Please copy out all lines of the entries that contain the word "labels".

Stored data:
-=-=-
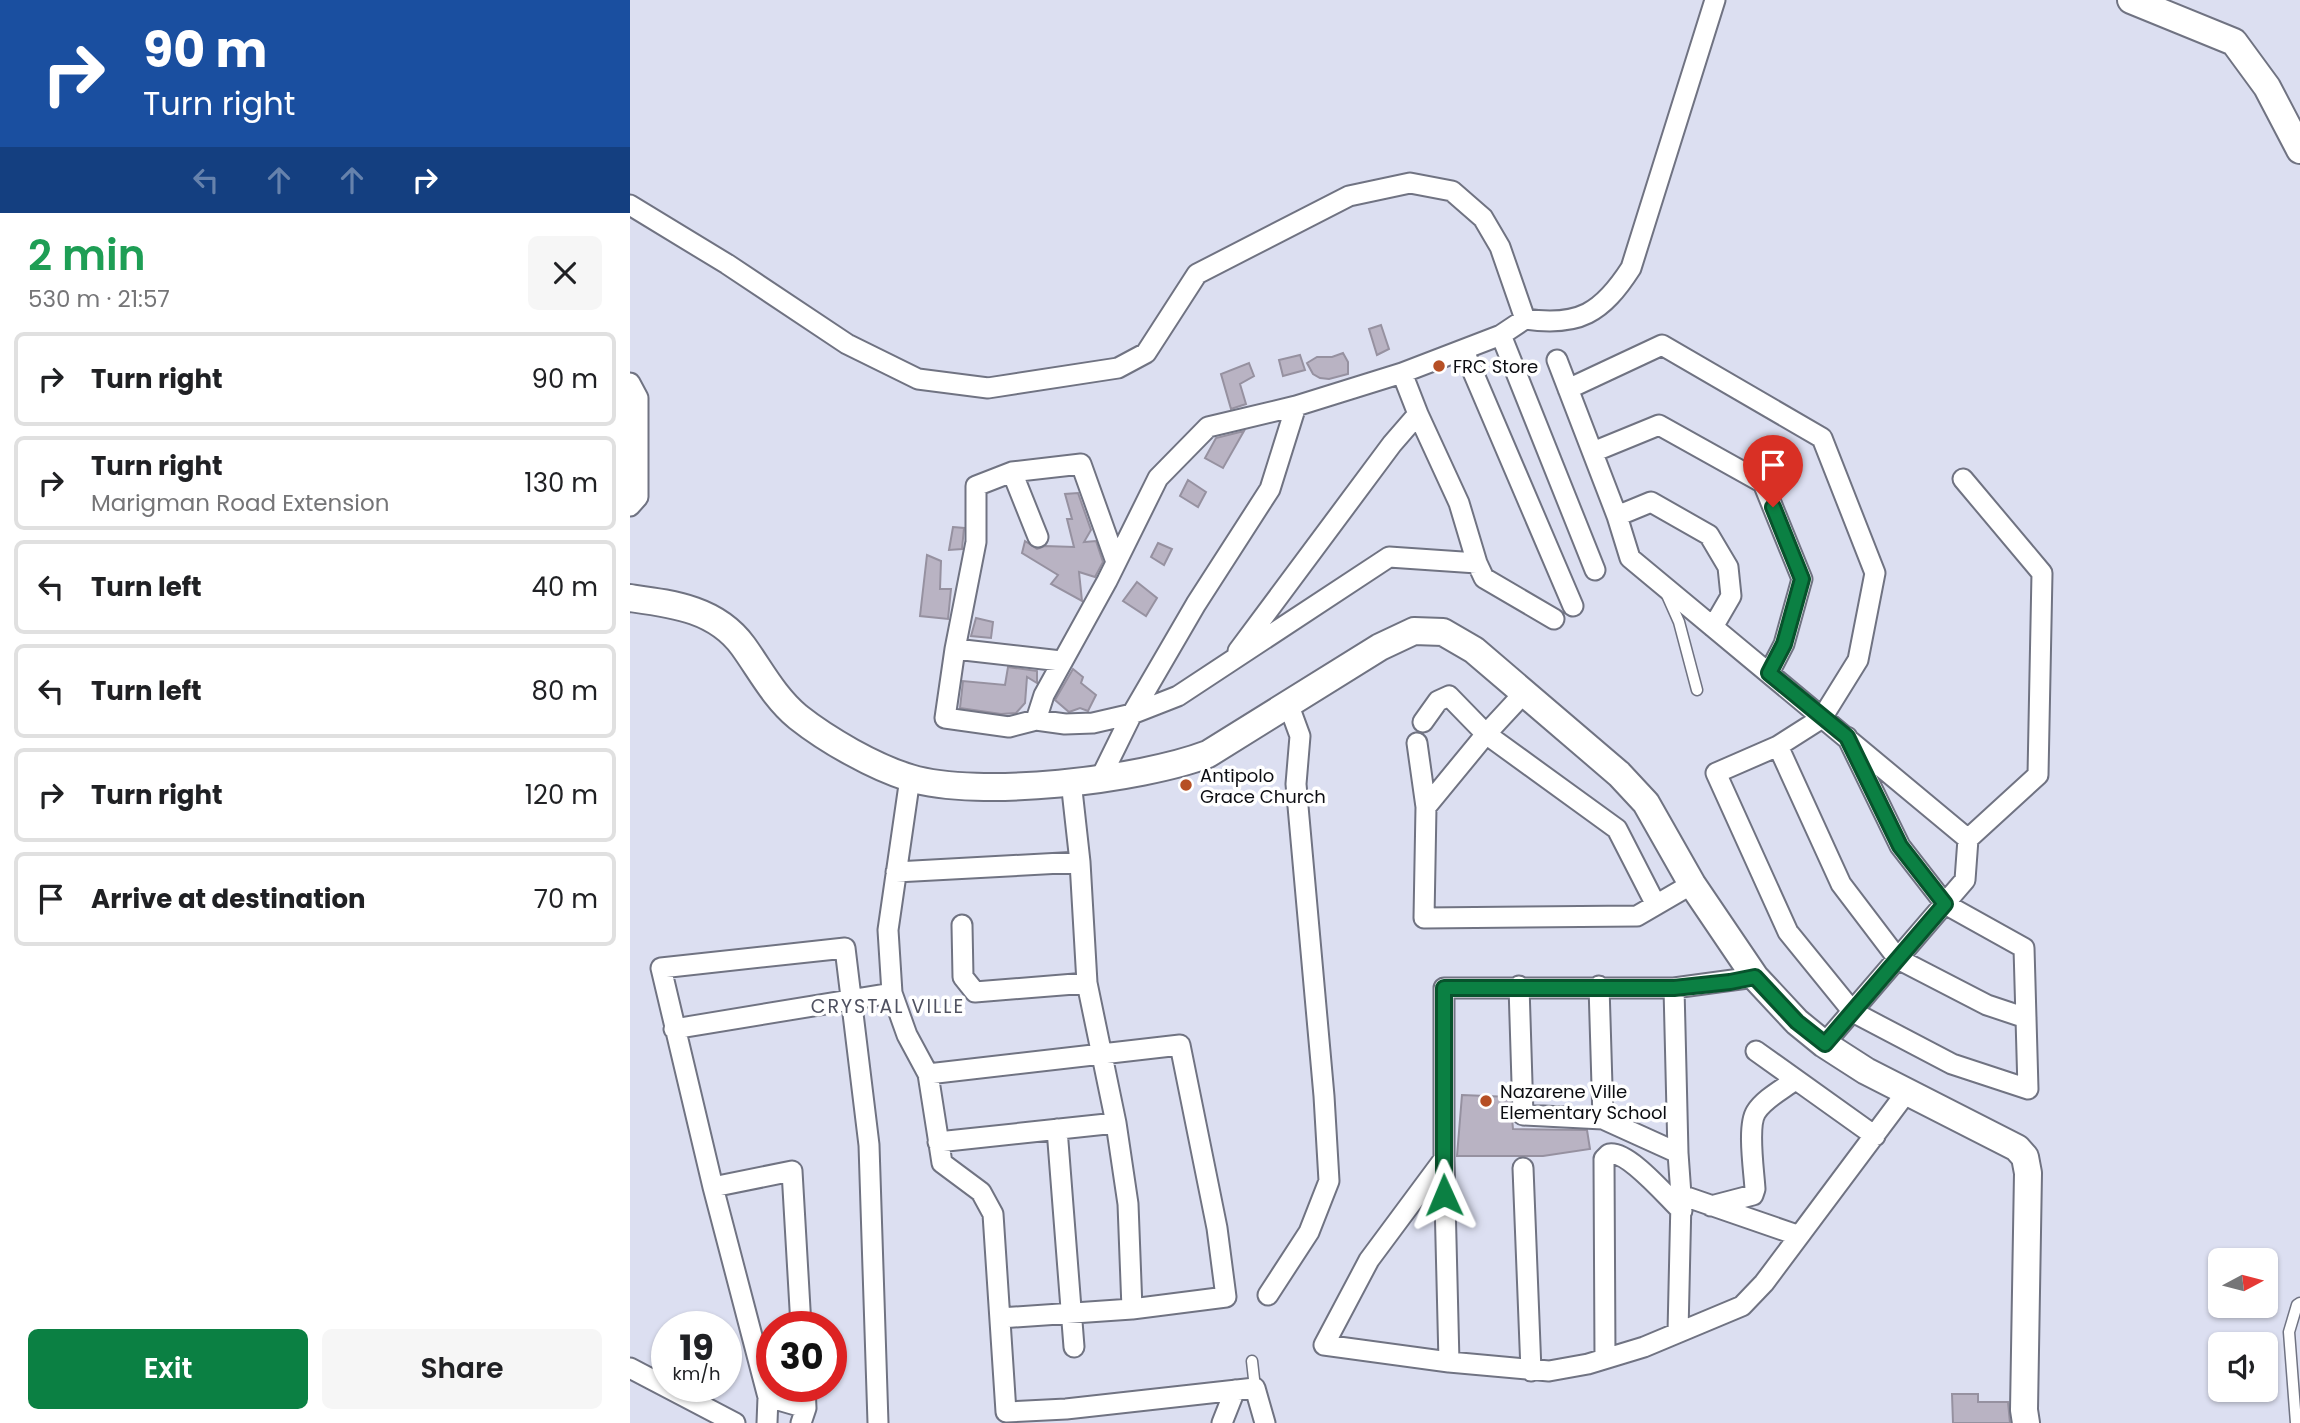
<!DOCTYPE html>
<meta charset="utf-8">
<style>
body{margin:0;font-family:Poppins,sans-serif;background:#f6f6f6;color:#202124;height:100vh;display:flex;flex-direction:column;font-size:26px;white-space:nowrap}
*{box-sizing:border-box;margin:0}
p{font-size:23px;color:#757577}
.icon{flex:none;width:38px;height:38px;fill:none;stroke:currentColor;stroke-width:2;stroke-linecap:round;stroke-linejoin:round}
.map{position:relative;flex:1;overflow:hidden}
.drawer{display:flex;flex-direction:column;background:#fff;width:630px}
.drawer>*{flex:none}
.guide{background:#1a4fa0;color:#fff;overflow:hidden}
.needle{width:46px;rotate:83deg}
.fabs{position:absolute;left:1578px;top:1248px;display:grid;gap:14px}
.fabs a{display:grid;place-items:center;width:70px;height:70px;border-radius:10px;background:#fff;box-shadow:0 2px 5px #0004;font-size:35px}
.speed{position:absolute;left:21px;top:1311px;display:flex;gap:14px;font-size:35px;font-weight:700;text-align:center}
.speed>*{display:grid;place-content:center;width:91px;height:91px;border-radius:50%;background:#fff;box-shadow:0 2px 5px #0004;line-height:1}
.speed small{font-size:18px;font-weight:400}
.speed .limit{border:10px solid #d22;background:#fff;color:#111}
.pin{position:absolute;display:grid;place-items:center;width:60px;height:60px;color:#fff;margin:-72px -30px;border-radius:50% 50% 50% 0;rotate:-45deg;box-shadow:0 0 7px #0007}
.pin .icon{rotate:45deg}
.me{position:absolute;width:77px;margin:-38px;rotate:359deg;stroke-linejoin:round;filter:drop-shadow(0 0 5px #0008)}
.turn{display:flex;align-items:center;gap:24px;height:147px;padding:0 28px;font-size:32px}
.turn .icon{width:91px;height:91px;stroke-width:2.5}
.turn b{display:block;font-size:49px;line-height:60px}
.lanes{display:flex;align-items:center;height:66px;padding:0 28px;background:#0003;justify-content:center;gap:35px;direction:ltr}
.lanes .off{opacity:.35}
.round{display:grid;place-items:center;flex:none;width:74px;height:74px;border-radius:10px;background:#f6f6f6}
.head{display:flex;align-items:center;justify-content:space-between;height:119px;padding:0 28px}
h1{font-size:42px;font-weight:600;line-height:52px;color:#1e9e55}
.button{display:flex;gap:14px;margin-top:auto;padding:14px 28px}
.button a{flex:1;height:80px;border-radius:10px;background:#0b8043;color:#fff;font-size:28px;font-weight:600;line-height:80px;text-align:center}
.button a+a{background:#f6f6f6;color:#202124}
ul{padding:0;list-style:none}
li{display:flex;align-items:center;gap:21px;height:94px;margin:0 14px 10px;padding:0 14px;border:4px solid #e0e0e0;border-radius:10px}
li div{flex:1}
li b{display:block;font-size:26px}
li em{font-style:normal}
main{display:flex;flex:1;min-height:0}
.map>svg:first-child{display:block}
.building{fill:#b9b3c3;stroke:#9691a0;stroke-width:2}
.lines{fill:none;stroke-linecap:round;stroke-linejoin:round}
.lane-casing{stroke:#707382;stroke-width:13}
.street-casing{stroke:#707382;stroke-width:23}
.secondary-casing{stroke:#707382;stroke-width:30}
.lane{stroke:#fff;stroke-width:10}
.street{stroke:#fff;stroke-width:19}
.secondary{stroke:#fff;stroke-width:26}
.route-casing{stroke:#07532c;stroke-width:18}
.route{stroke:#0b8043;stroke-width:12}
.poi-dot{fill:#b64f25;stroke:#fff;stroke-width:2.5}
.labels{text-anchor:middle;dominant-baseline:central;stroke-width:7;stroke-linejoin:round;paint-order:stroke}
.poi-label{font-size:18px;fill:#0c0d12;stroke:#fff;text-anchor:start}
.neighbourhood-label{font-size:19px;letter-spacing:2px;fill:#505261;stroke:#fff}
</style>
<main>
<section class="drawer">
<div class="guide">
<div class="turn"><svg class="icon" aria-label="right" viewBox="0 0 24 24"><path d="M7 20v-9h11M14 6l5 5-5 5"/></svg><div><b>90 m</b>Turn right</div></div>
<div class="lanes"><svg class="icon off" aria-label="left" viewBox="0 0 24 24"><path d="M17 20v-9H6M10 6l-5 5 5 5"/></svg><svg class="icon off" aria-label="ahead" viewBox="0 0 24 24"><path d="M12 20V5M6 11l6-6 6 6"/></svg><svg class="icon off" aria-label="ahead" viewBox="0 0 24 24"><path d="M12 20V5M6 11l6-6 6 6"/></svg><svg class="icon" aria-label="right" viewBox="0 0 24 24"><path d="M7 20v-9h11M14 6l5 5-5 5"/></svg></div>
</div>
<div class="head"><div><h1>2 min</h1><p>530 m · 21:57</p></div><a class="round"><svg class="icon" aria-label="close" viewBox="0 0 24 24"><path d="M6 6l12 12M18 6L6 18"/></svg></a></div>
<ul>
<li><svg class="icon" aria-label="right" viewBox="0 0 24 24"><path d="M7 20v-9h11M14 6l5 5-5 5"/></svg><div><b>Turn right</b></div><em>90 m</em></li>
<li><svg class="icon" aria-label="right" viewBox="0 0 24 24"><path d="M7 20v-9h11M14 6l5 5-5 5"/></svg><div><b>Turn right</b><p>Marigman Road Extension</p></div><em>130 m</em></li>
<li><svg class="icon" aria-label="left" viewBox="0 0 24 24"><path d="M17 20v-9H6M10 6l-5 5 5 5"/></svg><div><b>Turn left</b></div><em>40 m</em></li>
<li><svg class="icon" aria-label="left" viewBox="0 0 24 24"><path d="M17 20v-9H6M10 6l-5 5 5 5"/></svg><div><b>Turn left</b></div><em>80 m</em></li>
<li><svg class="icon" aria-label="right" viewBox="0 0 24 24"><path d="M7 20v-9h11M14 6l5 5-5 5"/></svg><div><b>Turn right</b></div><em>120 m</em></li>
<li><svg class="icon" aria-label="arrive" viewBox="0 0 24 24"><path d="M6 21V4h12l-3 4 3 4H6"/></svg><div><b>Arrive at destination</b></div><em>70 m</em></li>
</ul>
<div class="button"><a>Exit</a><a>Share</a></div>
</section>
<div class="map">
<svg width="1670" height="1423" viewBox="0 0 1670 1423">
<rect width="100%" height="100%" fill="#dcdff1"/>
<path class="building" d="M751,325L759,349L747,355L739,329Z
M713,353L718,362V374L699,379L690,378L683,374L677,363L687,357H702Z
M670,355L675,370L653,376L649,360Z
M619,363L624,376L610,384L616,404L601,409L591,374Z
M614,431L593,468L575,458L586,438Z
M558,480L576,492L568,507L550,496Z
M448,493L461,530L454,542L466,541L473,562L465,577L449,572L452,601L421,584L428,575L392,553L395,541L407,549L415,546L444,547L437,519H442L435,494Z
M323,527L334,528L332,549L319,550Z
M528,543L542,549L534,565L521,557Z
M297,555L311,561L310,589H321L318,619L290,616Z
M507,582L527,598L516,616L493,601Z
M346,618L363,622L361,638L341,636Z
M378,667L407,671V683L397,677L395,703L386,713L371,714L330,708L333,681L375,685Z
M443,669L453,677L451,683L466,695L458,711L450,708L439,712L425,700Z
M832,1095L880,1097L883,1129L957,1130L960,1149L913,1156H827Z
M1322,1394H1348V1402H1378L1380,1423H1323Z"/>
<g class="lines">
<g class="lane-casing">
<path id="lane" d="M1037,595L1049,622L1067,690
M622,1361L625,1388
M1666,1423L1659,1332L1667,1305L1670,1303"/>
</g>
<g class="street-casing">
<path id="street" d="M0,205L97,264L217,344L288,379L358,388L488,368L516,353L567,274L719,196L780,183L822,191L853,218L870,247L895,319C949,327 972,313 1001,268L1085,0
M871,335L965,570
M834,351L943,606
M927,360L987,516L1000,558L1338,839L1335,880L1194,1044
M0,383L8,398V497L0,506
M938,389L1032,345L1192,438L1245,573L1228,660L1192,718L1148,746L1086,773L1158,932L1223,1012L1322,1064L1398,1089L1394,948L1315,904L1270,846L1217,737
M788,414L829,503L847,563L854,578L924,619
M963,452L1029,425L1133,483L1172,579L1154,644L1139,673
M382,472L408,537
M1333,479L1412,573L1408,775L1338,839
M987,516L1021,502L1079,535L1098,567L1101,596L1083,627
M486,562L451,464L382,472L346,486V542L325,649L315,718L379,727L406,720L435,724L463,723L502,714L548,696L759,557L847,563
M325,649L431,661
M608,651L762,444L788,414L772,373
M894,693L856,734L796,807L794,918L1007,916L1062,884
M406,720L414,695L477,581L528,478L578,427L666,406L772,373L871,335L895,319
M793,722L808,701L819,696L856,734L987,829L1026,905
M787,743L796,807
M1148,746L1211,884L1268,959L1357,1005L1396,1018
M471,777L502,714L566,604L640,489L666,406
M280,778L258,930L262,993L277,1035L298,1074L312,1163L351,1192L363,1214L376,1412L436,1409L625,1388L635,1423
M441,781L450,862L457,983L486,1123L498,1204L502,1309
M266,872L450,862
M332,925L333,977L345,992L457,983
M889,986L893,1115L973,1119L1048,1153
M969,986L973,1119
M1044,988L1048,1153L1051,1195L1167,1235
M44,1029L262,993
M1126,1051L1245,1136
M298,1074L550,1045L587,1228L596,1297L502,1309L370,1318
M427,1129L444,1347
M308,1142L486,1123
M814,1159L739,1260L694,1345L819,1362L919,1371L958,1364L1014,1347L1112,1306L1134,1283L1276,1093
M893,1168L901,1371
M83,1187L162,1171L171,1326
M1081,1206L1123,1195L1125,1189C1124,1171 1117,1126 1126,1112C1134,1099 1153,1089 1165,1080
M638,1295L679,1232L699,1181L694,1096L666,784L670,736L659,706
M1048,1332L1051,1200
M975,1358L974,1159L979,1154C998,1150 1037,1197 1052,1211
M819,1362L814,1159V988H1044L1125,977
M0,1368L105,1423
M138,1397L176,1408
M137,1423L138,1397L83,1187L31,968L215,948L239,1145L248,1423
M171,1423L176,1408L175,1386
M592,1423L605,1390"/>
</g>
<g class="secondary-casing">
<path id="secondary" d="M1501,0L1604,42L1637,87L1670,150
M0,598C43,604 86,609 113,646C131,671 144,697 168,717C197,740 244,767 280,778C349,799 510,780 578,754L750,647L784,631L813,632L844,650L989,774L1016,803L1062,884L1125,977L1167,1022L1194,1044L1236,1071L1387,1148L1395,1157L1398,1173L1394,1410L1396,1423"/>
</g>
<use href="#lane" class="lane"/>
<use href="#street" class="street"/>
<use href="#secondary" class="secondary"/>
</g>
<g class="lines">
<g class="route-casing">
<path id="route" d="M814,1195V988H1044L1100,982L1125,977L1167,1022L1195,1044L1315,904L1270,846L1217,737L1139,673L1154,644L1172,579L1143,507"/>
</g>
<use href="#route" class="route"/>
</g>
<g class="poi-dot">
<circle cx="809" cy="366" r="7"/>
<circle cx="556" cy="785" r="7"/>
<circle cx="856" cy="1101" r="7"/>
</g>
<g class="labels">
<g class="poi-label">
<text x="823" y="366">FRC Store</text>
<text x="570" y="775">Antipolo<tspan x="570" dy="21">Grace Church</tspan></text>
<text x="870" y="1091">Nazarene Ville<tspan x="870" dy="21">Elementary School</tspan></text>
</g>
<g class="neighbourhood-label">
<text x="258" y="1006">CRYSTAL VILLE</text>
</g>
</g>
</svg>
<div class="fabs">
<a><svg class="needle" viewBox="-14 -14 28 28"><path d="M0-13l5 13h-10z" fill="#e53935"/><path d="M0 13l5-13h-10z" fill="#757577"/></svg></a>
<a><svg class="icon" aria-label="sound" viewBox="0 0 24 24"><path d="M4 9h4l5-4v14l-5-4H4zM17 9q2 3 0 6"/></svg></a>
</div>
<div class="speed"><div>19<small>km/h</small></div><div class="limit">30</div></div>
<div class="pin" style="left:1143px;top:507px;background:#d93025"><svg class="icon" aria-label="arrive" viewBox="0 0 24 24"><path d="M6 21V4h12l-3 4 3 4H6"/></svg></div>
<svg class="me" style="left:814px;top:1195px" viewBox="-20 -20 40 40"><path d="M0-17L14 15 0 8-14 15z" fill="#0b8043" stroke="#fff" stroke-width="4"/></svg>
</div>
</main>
-=-=-
OUTPUT BELOW -
.labels{text-anchor:middle;dominant-baseline:central;stroke-width:7;stroke-linejoin:round;paint-order:stroke}
<g class="labels">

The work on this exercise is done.